THE TASK:
Beginning with the first line, please return the entries exactly through the line that contains "filter:drop-shadow(0 0 2px", and leave out all later lines.

AVAILABLE DATA:

BEGIN

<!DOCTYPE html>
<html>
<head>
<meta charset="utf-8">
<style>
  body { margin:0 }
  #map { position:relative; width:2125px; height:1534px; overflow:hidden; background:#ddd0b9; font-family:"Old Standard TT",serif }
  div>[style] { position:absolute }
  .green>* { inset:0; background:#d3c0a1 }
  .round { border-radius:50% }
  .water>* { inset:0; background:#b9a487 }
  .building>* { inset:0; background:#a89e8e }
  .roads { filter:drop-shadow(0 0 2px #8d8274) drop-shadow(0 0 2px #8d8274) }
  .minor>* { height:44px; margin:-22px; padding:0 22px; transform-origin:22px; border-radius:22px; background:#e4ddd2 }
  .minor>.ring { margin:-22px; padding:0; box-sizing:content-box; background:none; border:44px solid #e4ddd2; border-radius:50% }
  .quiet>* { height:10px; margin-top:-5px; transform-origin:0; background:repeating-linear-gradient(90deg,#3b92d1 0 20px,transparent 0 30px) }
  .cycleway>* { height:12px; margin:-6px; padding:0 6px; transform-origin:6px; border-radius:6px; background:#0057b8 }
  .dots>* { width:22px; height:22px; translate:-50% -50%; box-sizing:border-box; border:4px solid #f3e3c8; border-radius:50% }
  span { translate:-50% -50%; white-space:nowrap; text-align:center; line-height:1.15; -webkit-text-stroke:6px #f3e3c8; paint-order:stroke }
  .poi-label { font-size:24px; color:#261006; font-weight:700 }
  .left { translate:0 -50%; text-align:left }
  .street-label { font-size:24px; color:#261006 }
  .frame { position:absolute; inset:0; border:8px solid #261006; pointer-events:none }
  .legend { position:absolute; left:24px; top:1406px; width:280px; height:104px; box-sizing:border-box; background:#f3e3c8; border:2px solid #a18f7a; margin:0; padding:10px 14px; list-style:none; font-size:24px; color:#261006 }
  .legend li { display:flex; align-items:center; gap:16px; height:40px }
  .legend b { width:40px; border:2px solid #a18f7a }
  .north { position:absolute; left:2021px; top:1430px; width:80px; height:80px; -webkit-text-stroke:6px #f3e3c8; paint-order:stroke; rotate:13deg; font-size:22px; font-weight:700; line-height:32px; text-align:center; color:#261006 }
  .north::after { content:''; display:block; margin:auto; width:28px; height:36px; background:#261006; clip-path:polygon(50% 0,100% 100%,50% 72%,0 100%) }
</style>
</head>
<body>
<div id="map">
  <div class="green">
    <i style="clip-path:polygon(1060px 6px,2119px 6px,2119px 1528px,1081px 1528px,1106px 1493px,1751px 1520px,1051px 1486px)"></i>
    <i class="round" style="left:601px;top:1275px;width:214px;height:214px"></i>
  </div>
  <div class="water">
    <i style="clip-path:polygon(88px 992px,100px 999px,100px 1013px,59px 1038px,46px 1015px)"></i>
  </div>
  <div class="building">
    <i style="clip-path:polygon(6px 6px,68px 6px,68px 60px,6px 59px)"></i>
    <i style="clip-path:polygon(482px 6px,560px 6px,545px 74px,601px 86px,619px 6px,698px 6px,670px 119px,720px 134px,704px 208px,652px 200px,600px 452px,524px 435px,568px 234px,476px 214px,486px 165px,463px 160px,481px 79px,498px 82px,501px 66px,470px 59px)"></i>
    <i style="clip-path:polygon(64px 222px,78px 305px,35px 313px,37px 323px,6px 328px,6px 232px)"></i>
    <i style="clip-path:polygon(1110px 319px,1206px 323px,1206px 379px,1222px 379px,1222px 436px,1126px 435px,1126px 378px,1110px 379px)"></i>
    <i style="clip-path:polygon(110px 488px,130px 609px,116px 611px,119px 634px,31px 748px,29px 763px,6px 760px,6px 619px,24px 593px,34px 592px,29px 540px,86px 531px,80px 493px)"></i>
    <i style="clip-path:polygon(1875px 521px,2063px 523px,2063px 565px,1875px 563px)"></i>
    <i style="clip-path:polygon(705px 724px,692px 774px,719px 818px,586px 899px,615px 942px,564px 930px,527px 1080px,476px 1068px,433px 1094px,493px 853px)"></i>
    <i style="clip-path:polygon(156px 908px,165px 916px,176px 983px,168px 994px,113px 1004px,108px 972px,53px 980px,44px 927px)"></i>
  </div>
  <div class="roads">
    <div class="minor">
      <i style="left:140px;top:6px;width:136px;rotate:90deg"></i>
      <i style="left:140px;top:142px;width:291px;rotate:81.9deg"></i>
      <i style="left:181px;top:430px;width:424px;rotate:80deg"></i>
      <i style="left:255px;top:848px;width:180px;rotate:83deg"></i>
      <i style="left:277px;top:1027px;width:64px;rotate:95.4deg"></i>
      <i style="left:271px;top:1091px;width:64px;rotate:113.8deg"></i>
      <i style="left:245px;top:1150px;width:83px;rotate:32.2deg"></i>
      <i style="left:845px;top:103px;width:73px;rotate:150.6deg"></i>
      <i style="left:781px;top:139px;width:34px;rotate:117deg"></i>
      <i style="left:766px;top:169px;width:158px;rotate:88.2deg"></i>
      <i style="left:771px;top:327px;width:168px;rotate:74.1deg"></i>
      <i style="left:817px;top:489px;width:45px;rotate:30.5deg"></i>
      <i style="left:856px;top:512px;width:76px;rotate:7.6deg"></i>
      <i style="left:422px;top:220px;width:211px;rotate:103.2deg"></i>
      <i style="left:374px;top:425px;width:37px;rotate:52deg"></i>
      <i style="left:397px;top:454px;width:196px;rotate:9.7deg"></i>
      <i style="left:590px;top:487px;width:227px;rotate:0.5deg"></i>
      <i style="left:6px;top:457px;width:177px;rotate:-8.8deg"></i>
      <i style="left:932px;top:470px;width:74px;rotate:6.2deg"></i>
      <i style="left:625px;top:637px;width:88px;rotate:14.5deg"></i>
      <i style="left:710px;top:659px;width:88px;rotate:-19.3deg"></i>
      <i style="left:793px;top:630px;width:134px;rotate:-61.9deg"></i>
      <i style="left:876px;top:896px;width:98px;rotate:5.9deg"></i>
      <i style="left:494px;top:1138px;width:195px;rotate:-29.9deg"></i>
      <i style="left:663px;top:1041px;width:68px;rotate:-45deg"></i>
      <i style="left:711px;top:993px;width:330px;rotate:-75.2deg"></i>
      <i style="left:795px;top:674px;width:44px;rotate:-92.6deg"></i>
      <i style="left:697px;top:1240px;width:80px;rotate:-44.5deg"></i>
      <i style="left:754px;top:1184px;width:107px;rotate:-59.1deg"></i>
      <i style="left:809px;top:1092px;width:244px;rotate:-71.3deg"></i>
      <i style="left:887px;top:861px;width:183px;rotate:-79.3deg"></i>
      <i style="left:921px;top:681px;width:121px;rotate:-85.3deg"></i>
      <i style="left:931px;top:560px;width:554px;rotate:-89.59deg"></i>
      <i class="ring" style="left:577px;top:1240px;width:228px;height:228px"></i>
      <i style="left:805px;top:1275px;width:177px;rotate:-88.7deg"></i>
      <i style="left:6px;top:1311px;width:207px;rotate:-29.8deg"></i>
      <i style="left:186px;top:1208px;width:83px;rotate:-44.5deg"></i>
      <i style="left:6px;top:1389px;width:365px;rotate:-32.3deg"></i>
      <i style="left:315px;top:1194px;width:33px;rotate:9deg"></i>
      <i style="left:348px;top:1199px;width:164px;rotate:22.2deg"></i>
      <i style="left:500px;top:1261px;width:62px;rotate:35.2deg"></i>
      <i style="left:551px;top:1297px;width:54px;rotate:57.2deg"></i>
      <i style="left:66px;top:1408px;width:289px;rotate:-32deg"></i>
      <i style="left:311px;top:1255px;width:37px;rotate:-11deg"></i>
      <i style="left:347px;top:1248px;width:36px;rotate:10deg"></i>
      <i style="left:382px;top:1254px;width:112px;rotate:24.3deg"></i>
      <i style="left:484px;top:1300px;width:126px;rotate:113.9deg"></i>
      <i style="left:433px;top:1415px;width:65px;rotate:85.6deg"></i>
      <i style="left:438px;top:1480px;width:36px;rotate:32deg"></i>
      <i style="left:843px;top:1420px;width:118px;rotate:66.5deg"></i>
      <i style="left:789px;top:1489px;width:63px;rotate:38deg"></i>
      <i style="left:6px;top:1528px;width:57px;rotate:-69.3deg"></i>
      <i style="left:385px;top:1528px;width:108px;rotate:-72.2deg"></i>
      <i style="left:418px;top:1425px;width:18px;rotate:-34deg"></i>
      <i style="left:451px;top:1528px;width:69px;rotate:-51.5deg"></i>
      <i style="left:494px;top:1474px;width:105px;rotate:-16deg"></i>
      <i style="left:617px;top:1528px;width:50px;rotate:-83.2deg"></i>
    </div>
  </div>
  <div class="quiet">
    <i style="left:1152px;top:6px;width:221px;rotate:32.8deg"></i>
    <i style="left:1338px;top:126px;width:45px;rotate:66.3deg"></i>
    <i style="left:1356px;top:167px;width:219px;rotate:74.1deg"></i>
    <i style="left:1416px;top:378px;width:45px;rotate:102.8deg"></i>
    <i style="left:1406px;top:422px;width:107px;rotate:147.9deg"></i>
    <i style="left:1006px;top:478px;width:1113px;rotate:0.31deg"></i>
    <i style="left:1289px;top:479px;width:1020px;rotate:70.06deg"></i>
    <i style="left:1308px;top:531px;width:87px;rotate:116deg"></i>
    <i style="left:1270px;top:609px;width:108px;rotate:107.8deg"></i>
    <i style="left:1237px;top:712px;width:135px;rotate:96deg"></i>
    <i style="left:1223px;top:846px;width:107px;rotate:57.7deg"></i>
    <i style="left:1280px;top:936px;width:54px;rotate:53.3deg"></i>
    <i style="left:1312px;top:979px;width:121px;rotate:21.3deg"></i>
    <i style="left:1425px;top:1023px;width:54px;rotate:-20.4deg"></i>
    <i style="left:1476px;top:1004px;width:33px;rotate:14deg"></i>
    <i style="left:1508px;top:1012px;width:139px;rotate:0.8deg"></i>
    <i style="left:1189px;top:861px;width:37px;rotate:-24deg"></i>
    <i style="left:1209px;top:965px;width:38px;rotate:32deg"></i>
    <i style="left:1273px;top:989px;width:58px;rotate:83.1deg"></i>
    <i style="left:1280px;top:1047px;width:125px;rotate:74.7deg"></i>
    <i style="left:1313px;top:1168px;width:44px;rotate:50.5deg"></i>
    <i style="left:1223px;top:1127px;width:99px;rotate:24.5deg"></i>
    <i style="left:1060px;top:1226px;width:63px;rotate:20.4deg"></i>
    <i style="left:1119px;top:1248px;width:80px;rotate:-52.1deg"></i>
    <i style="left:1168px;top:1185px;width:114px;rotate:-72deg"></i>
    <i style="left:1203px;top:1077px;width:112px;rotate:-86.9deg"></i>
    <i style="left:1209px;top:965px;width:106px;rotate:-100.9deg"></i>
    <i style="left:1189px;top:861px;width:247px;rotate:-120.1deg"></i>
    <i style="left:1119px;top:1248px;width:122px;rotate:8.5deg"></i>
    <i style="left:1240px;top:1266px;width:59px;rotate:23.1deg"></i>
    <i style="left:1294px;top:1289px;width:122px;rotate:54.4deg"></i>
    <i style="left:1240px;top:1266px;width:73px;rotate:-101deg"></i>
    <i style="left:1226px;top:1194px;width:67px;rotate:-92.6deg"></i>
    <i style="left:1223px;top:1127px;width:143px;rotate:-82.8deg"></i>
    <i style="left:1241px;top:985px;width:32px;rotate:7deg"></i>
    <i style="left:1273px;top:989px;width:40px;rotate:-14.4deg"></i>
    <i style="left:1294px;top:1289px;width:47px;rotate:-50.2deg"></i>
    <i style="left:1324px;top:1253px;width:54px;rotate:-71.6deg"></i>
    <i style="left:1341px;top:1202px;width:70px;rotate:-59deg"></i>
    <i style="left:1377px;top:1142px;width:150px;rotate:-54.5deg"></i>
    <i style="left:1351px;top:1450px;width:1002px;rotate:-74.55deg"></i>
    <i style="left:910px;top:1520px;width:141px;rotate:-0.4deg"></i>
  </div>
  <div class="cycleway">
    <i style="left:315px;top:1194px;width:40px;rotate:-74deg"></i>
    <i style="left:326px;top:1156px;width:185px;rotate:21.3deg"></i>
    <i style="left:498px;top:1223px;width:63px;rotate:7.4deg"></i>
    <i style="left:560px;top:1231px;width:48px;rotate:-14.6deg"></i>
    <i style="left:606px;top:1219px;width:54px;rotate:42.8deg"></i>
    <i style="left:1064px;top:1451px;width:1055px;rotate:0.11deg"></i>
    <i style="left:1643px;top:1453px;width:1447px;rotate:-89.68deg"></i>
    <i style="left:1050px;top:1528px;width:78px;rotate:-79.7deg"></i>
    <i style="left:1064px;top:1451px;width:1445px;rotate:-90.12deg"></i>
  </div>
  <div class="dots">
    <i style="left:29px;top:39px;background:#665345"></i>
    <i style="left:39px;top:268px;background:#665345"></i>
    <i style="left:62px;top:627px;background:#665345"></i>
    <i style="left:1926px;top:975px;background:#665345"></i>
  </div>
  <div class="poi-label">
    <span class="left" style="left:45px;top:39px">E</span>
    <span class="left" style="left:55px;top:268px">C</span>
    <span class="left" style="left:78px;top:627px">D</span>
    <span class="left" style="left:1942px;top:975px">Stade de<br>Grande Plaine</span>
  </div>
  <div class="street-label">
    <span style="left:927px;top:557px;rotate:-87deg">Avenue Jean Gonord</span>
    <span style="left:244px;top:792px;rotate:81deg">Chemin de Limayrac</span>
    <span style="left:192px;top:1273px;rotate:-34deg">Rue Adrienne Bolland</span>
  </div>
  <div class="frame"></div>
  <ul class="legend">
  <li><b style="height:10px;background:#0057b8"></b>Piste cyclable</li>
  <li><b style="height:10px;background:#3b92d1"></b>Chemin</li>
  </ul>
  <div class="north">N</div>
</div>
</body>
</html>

END

ANSWER SPACE:
<!DOCTYPE html>
<html>
<head>
<meta charset="utf-8">
<style>
  body { margin:0 }
  #map { position:relative; width:2125px; height:1534px; overflow:hidden; background:#ddd0b9; font-family:"Old Standard TT",serif }
  div>[style] { position:absolute }
  .green>* { inset:0; background:#d3c0a1 }
  .round { border-radius:50% }
  .water>* { inset:0; background:#b9a487 }
  .building>* { inset:0; background:#a89e8e }
  .roads { filter:drop-shadow(0 0 2px #8d8274) drop-shadow(0 0 2px #8d8274) }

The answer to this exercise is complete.